Books, books, books in progress!
This post is mainly an update on the latest progress with the two books that I currently have under contract. 50 Great Myths About Atheism (which I have written with Udo Schuklenk) has now been through copyediting [edit: oops, not exactly right; see here], which means we’ll probably see proofs for correction and indexing not too far down the track. The pipeline can take a while, but the book is still planned for publication by Wiley-Blackwell in September 2013. I’ll be making more announcements about the volume’s content, etc., as the date gets closer.
The other book that I’m slaving away at is Humanity Enhanced, a book about policy in respect of human cloning, pre-implantation genetic diagnosis, genetic engineering of human embryos, and similar technologies that offer (or threaten, if you want to look at it that way) the prospect of genetic choices.

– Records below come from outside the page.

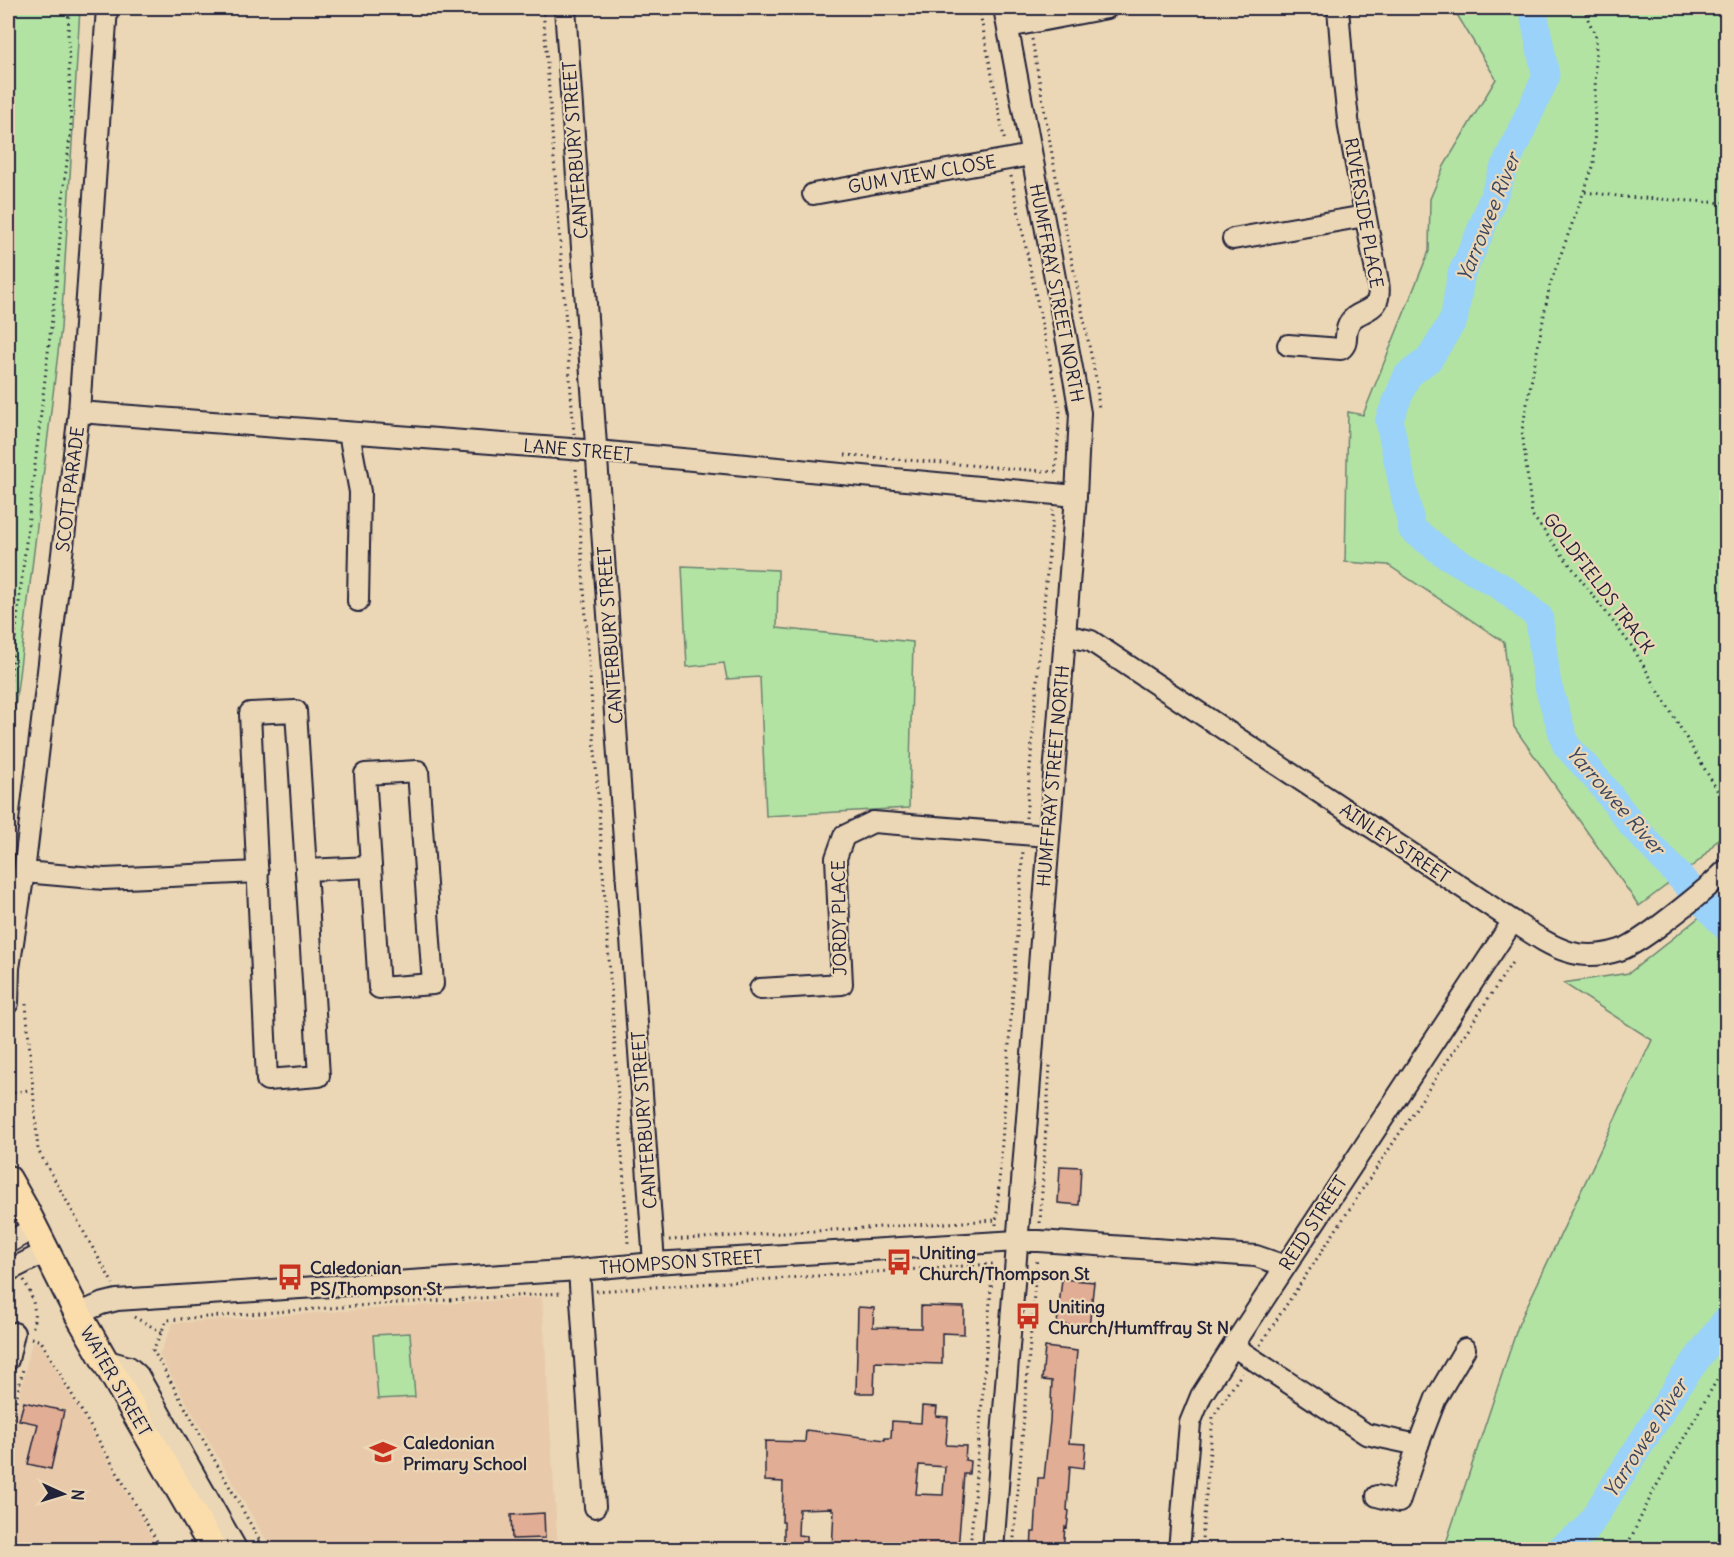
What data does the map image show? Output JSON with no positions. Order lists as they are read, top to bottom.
{
  "streets": {
    "main road": ["WATER STREET"],
    "street": [
      "CANTERBURY STREET",
      "GUM VIEW CLOSE",
      "RIVERSIDE PLACE",
      "HUMFFRAY STREET NORTH",
      "LANE STREET",
      "SCOTT PARADE",
      "AINLEY STREET",
      "JORDY PLACE",
      "REID STREET",
      "THOMPSON STREET"
    ],
    "path": ["GOLDFIELDS TRACK"]
  },
  "crossings": [
    ["CANTERBURY STREET", "LANE STREET"],
    ["CANTERBURY STREET", "THOMPSON STREET"],
    ["GUM VIEW CLOSE", "HUMFFRAY STREET NORTH"],
    ["HUMFFRAY STREET NORTH", "LANE STREET"],
    ["HUMFFRAY STREET NORTH", "AINLEY STREET"],
    ["HUMFFRAY STREET NORTH", "JORDY PLACE"],
    ["HUMFFRAY STREET NORTH", "THOMPSON STREET"],
    ["LANE STREET", "SCOTT PARADE"],
    ["AINLEY STREET", "REID STREET"],
    ["REID STREET", "THOMPSON STREET"],
    ["THOMPSON STREET", "WATER STREET"]
  ],
  "water": ["Yarrowee River"],
  "places": {
    "bus stop": ["Uniting Church/Thompson St", "Caledonian PS/Thompson St", "Uniting Church/Humffray St N"],
    "school or university": ["Caledonian Primary School"]
  },
  "north": "right"
}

I’m scrutinising a number of the more plausible (as I see them) arguments for severe restrictions or prohibitions of these technologies, and explaining why I think the arguments generally fail. Earlier tonight, I just might have completed the final draft, prior to submission, though I’ll need to check the latest revisions again tomorrow. Oh, and even if this is the final substantive draft I’ll still have a few days of work to make sure all the right format, etc., is adopted. Still, I expect to have it off to the publisher, MIT Press, by the end of January. At this stage I can’t announce a publication date.
I have some other big projects that I’ve been working on, and I am, of course, hoping they come to fruition. If they do, there will be big announcements right here at The Hellfire Club. With any luck, this will be sooner rather than later.
Finally, it’s now a year since the publication of Freedom of Religion and the Secular State – still an up-to-date and in-depth view of secularism and what lies behind it, developing a consistent philosophical position and dealing with all the hot-button issues. I’m not going to compare it to the recent books on similar topics by Martha Nussbaum and Brian Leiter (though I’ve had a bit to say about Leiter’s book elsewhere and will have more to say about it, and I’ve reviewed Nussbaum’s book for The Philosophers’ Magazine). Suffice to say that there are some high-powered people writing about all this at the moment, and I hope my readers will take an interest in issues to do with secularism and what religious freedom really amounts to (possibly even buying my book in preference to or in addition those by Nussbaum, Leiter, and others). If there’s one thing you can do to help this blog, it’s to give some support to the associated books.